While teachers building relationships and collaborating with one another is important, the relationship building between students is also integral in the learning process. As the HCVA continues to evolve, Brittany wants to continue to provide opportunities for students to interact both virtually and in person.
“Within the school, I want to see more of our students having their voices heard. I want to have more student activities and more student involvement,” she said. “Last year, we had quarterly gatherings for our students and families. We had ‘Tech or Treat’ and the students went from class to class and saw their teachers in person and got candy. Events like that really help build the culture and climate of a school.”
Along with building culture and climate at HCVA, Brittany also wants to continue to build upon the concepts in The Leader in Me program that has been so successful in schools across HCS.

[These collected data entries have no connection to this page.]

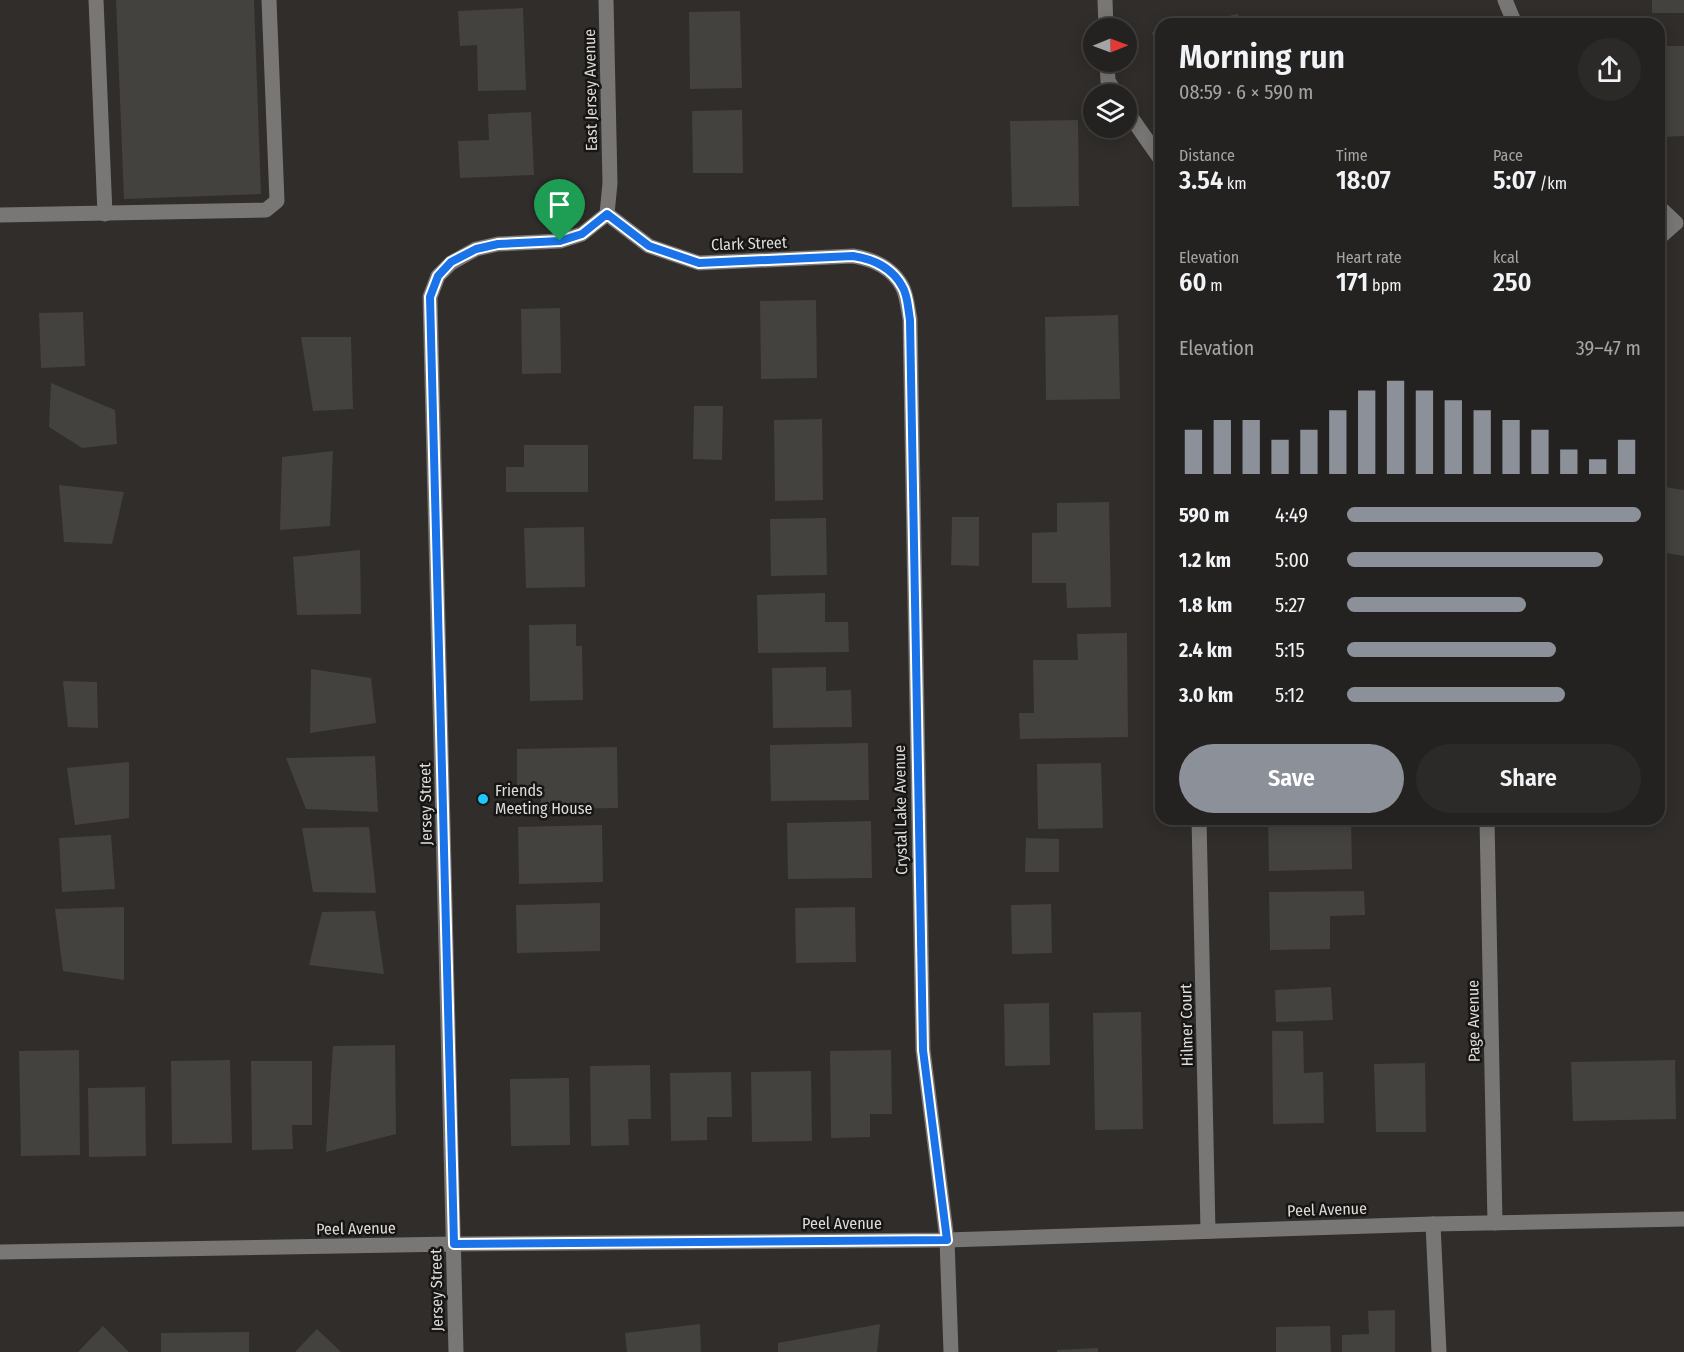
<!DOCTYPE html>
<meta charset="utf-8">
<style>
body{margin:0;font-family:"Fira Sans Condensed",sans-serif;background:#2c2a29;color:#f1f3f6;height:100vh;display:flex;flex-direction:column;font-size:22px;white-space:nowrap}
*{box-sizing:border-box;margin:0}
p{font-size:20px;color:#a3a4a5}
.icon{flex:none;width:33px;height:33px;fill:none;stroke:currentColor;stroke-width:2;stroke-linecap:round;stroke-linejoin:round}
.map{position:relative;flex:1;overflow:hidden}
.side{position:absolute;left:1155px;top:18px;width:510px;height:807px;display:flex;flex-direction:column;background:#242220;border-radius:18px;box-shadow:0 3px 15px #0003,0 0 0 2px #413f3e}
.side>*{flex:none}
.needle{width:39px;rotate:89deg}
.tools{position:absolute;left:1083px;top:18px;display:grid;gap:12px}
.tools a{display:grid;place-items:center;width:54px;height:54px;border-radius:50%;background:#242220;box-shadow:0 3px 15px #0003,0 0 0 2px #413f3e;font-size:30px}
.pin{position:absolute;display:grid;place-items:center;width:51px;height:51px;color:#fff;margin:-62px -26px;border-radius:50% 50% 50% 0;rotate:-45deg;box-shadow:0 0 6px #0007}
.pin .icon{rotate:45deg}
.round{display:grid;place-items:center;flex:none;width:63px;height:63px;border-radius:32px;background:#2c2a29}
.summary{display:flex;align-items:center;justify-content:space-between;height:102px;padding:0 24px}
h1{font-size:33px;font-weight:600;line-height:45px}
.figures{display:grid;grid-template-columns:repeat(3,1fr);gap:9px;height:102px;padding:6px 24px}
.figures div{display:grid;align-content:center}
.figures b{font-size:26px;font-weight:600}
.figures small{font-size:16px;font-weight:400}
.figures p{font-size:16px}
.chart{height:168px;padding:12px 24px}
.chart p{display:flex;justify-content:space-between}
.chart svg{width:100%;height:108px;margin-top:6px;stroke:#8c9099;stroke-width:6}
.action{display:flex;gap:12px;margin-top:auto;padding:12px 24px}
.action a{flex:1;height:69px;border-radius:36px;background:#8c9099;color:#fff;font-size:24px;font-weight:600;line-height:69px;text-align:center}
.action a+a{background:#2c2a29;color:#f1f3f6}
ul{padding:0 24px;list-style:none;font-size:20px}
li{display:grid;grid-template-columns:96px 72px 1fr;align-items:center;height:45px}
li i{height:15px;border-radius:8px;background:#8c9099}
.map>svg:first-child{display:block}
.building{fill:#44423e}
.lines{fill:none;stroke-linecap:round;stroke-linejoin:round}
.minor{stroke:#797775;stroke-width:15}
.route-casing{stroke:#fff;stroke-width:12}
.route{stroke:#1a73e8;stroke-width:8}
.poi-dot{fill:#1bc9fc;stroke:#171614;stroke-width:2}
.labels{text-anchor:middle;stroke-width:5;stroke-linejoin:round;paint-order:stroke}
.street-label{font-size:16px;fill:#deddda;stroke:#171614}
.poi-label{font-size:16px;fill:#deddda;stroke:#171614;text-anchor:start}
</style>
<div class="map">
<svg width="1684" height="1352" viewBox="0 0 1684 1352">
<rect width="100%" height="100%" fill="#302d2a"/>
<g class="building">
<polygon points="116,0 254,0 261,194 124,199"/>
<rect x="1652" y="0" width="32" height="13"/>
<polygon points="523,8 526,90 478,91 477,45 460,46 458,11"/>
<polygon points="740,11 742,88 690,89 689,12"/>
<polygon points="1238,14 1240,24 1196,24 1196,23"/>
<polygon points="1161,30 1161,67 1160,67 1152,32"/>
<polygon points="1661,46 1684,46 1684,136 1662,137"/>
<polygon points="742,110 743,173 693,173 692,111"/>
<polygon points="531,112 534,175 460,178 458,141 489,140 488,114"/>
<polygon points="1078,120 1079,206 1012,207 1010,121"/>
<polygon points="816,300 817,378 761,379 760,301"/>
<polygon points="560,308 561,373 522,374 521,309"/>
<polygon points="83,312 85,366 41,368 39,313"/>
<polygon points="1118,315 1120,399 1046,400 1045,317"/>
<polygon points="301,337 351,337 353,409 313,411"/>
<polygon points="51,383 115,410 117,444 82,448 49,427"/>
<polygon points="694,406 723,406 722,460 693,459"/>
<polygon points="822,419 823,500 775,501 774,420"/>
<polygon points="524,445 588,445 588,492 506,492 506,467 524,467"/>
<polygon points="333,451 330,526 280,530 282,457"/>
<polygon points="59,485 124,492 112,544 64,542"/>
<polygon points="1659,486 1684,490 1684,556 1659,552"/>
<polygon points="1109,502 1111,607 1067,608 1066,583 1032,583 1032,533 1057,532 1057,503"/>
<polygon points="952,517 979,517 979,566 951,565"/>
<polygon points="826,518 827,575 771,576 770,519"/>
<polygon points="584,527 585,587 526,588 524,528"/>
<polygon points="360,550 361,614 297,615 293,557"/>
<polygon points="825,593 825,622 848,622 849,652 758,653 757,595"/>
<polygon points="576,624 576,646 582,646 583,700 530,701 529,625"/>
<polygon points="1127,633 1128,737 1020,739 1019,713 1034,713 1033,660 1078,660 1077,634"/>
<polygon points="826,667 826,691 851,690 852,727 773,728 772,668"/>
<polygon points="311,669 371,678 376,723 310,733"/>
<polygon points="63,681 97,682 98,728 68,727"/>
<polygon points="868,743 869,800 771,801 770,745"/>
<polygon points="617,747 618,808 541,809 541,785 517,786 517,749"/>
<polygon points="375,756 378,812 306,809 286,758"/>
<polygon points="129,762 129,818 75,825 67,768"/>
<polygon points="1101,763 1103,828 1038,829 1037,764"/>
<polygon points="1268,819 1351,819 1352,869 1269,871"/>
<polygon points="871,821 872,878 788,879 787,823"/>
<polygon points="602,825 603,882 519,884 518,827"/>
<polygon points="369,827 376,893 313,892 302,828"/>
<polygon points="111,835 115,889 62,892 59,838"/>
<polygon points="1026,838 1059,839 1059,872 1025,872"/>
<polygon points="1364,891 1365,915 1330,916 1330,949 1270,950 1269,892"/>
<polygon points="600,903 600,951 517,953 516,905"/>
<polygon points="1051,904 1052,953 1012,954 1011,905"/>
<polygon points="124,907 124,980 63,971 55,909"/>
<polygon points="855,907 856,962 796,963 795,908"/>
<polygon points="375,911 384,974 309,965 322,912"/>
<polygon points="1331,987 1333,1020 1276,1022 1275,990"/>
<polygon points="1049,1003 1050,1065 1005,1066 1004,1004"/>
<polygon points="1141,1012 1143,1129 1095,1130 1093,1013"/>
<polygon points="1272,1031 1303,1031 1304,1073 1323,1072 1324,1123 1273,1124"/>
<polygon points="395,1045 396,1134 326,1152 333,1046"/>
<polygon points="79,1050 80,1155 21,1156 19,1051"/>
<polygon points="891,1050 892,1114 870,1114 870,1137 831,1138 830,1051"/>
<polygon points="230,1060 232,1143 172,1144 171,1061"/>
<polygon points="1675,1060 1676,1119 1573,1121 1571,1062"/>
<polygon points="251,1061 312,1061 312,1125 292,1125 293,1149 252,1150"/>
<polygon points="1425,1063 1426,1132 1376,1132 1374,1064"/>
<polygon points="650,1065 651,1119 628,1119 629,1145 591,1146 590,1066"/>
<polygon points="811,1071 812,1141 752,1142 751,1072"/>
<polygon points="731,1072 732,1117 707,1117 707,1140 671,1141 670,1073"/>
<polygon points="569,1078 570,1145 511,1146 510,1079"/>
<polygon points="145,1087 146,1156 89,1157 88,1088"/>
<polygon points="1395,1310 1395,1352 1342,1352 1342,1335 1369,1334 1368,1311"/>
<polygon points="700,1324 701,1352 627,1352 625,1333"/>
<polygon points="880,1324 877,1352 778,1352 778,1343"/>
<polygon points="103,1326 129,1352 78,1352"/>
<polygon points="1330,1326 1331,1352 1276,1352 1276,1327"/>
<polygon points="317,1329 341,1352 295,1352"/>
<polygon points="249,1332 249,1352 161,1352 161,1333"/>
<polygon points="1098,1348 1098,1352 1057,1352 1057,1350"/>
</g>
<g class="lines">
<g class="minor">
<polyline points="96,0 105,214"/>
<polyline points="606,0 610,183 607,214"/>
<polyline points="1105,0 1106,28"/>
<polyline points="1505,0 1515,24"/>
<polyline points="1107,62 1108,81 1116,94"/>
<polyline points="1126,110 1161,160"/>
<polyline points="1659,207 1676,223 1659,238"/>
<path d="M607,214L649,246L699,263L853,256C873,259 892,268 902,286C907,295 908,309 910,319L923,1050L947,1240L951,1352"/>
<polyline points="0,215 266,210 277,201 269,0"/>
<polyline points="1199,819 1208,1231"/>
<polyline points="1487,819 1495,1223"/>
<polyline points="1433,1224 1439,1352"/>
<polyline points="0,1252 454,1244 947,1240 1433,1224 1684,1219"/>
<polyline points="456,1352 430,297 438,276 451,263 476,249 498,244 560,241 582,234 607,214"/>
</g>
</g>
<g class="lines">
<defs>
<path id="route" d="M607,214L649,246L699,263L853,256C873,259 892,268 902,286C908,295 908,309 910,320L923,1050L947,1240L454,1244L430,297L438,276L451,262L476,249L498,244L560,241L582,234Z"/>
</defs>
<use href="#route" class="route-casing"/>
<use href="#route" class="route"/>
</g>
<circle class="poi-dot" cx="483" cy="799" r="6"/>
<g class="labels">
<g class="street-label">
<text transform="translate(590 90) rotate(-91)" y="6">East Jersey Avenue</text>
<text transform="translate(749 243) rotate(-2)" y="6">Clark Street</text>
<text transform="translate(425 804) rotate(-91)" y="6">Jersey Street</text>
<text transform="translate(900 810) rotate(-91)" y="6">Crystal Lake Avenue</text>
<text transform="translate(1473 1021) rotate(-91)" y="6">Page Avenue</text>
<text transform="translate(1186 1025) rotate(-91)" y="6">Hilmer Court</text>
<text transform="translate(1327 1209) rotate(-2)" y="6">Peel Avenue</text>
<text x="842" y="1229">Peel Avenue</text>
<text transform="translate(356 1228) rotate(-1)" y="6">Peel Avenue</text>
<text transform="translate(436 1290) rotate(-91)" y="6">Jersey Street</text>
</g>
<g class="poi-label">
<text x="495" y="796">Friends<tspan x="495" dy="18">Meeting House</tspan></text>
</g>
</g>
</svg>
<div class="tools">
<a><svg class="needle" viewBox="-14 -14 28 28"><path d="M0-13l5 13h-10z" fill="#e53935"/><path d="M0 13l5-13h-10z" fill="#a3a4a5"/></svg></a>
<a><svg class="icon" aria-label="layers" viewBox="0 0 24 24"><path d="M12 4l9 5-9 5-9-5zM3 14l9 5 9-5"/></svg></a>
</div>
<div class="pin" style="left:560px;top:241px;background:#1e9e55"><svg class="icon" aria-label="arrive" viewBox="0 0 24 24"><path d="M6 21V4h12l-3 4 3 4H6"/></svg></div>
<section class="side">
<div class="summary"><div><h1>Morning run</h1><p>08:59 · 6 × 590 m</p></div><a class="round"><svg class="icon" aria-label="share" viewBox="0 0 24 24"><path d="M12 15V3M7 8l5-5 5 5M5 13v7h14v-7"/></svg></a></div>
<div class="figures">
<div><p>Distance</p><b>3.54<small> km</small></b></div>
<div><p>Time</p><b>18:07</b></div>
<div><p>Pace</p><b>5:07<small> /km</small></b></div>
</div>
<div class="figures">
<div><p>Elevation</p><b>60<small> m</small></b></div>
<div><p>Heart rate</p><b>171<small> bpm</small></b></div>
<div><p>kcal</p><b>250</b></div>
</div>
<div class="chart"><p><span>Elevation</span>39–47 m</p>
<svg viewBox="0 0 160 44" preserveAspectRatio="none"><path d="M5 44V26M15 44V22M25 44V22M35 44V30M45 44V26M55 44V18M65 44V10M75 44V6M85 44V10M95 44V14M105 44V18M115 44V22M125 44V26M135 44V34M145 44V38M155 44V30"/></svg>
</div>
<ul>
<li><b>590 m</b>4:49<i style="width:100%"></i></li>
<li><b>1.2 km</b>5:00<i style="width:87%"></i></li>
<li><b>1.8 km</b>5:27<i style="width:61%"></i></li>
<li><b>2.4 km</b>5:15<i style="width:71%"></i></li>
<li><b>3.0 km</b>5:12<i style="width:74%"></i></li>
</ul>
<div class="action"><a>Save</a><a>Share</a></div>
</section>
</div>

“When we look at The Leader in Me model, we want to try and assimilate that to the virtual environment. One thing we’re doing with our students is starting leadership notebooks. They can track their data, share information about themselves, and have ownership of their learning,” she said.
Providing additional learning options for families is the main thrust of HCVA, but they also want to provide a challenging and worthwhile educational experience. In order to do that, they have to constantly evaluate what’s working or not working from a teaching perspective. The data from HCVA was very encouraging, but Brittany knows that there’s always room for improvement.
“We have room for improvement with our math scores and our foundational skills. We want to focus on that this upcoming year,” she said.
Along with continuing to improve teaching and learning skills at HCVA, Brittany is also reflecting on her own growth process as a principal.
“I’ve had to learn to become more flexible in this role. The more I’ve grown and learned this year, I’ve realized that I can’t have rigid expectations. Expectations are great, but they don’t need to be so rigid that they stifle growth. I want to collaborate with my teachers so we can all grow together,” she said.
The HCVA has been a wonderful addition to the school system in HCS and will continue to provide options and opportunities for students and families.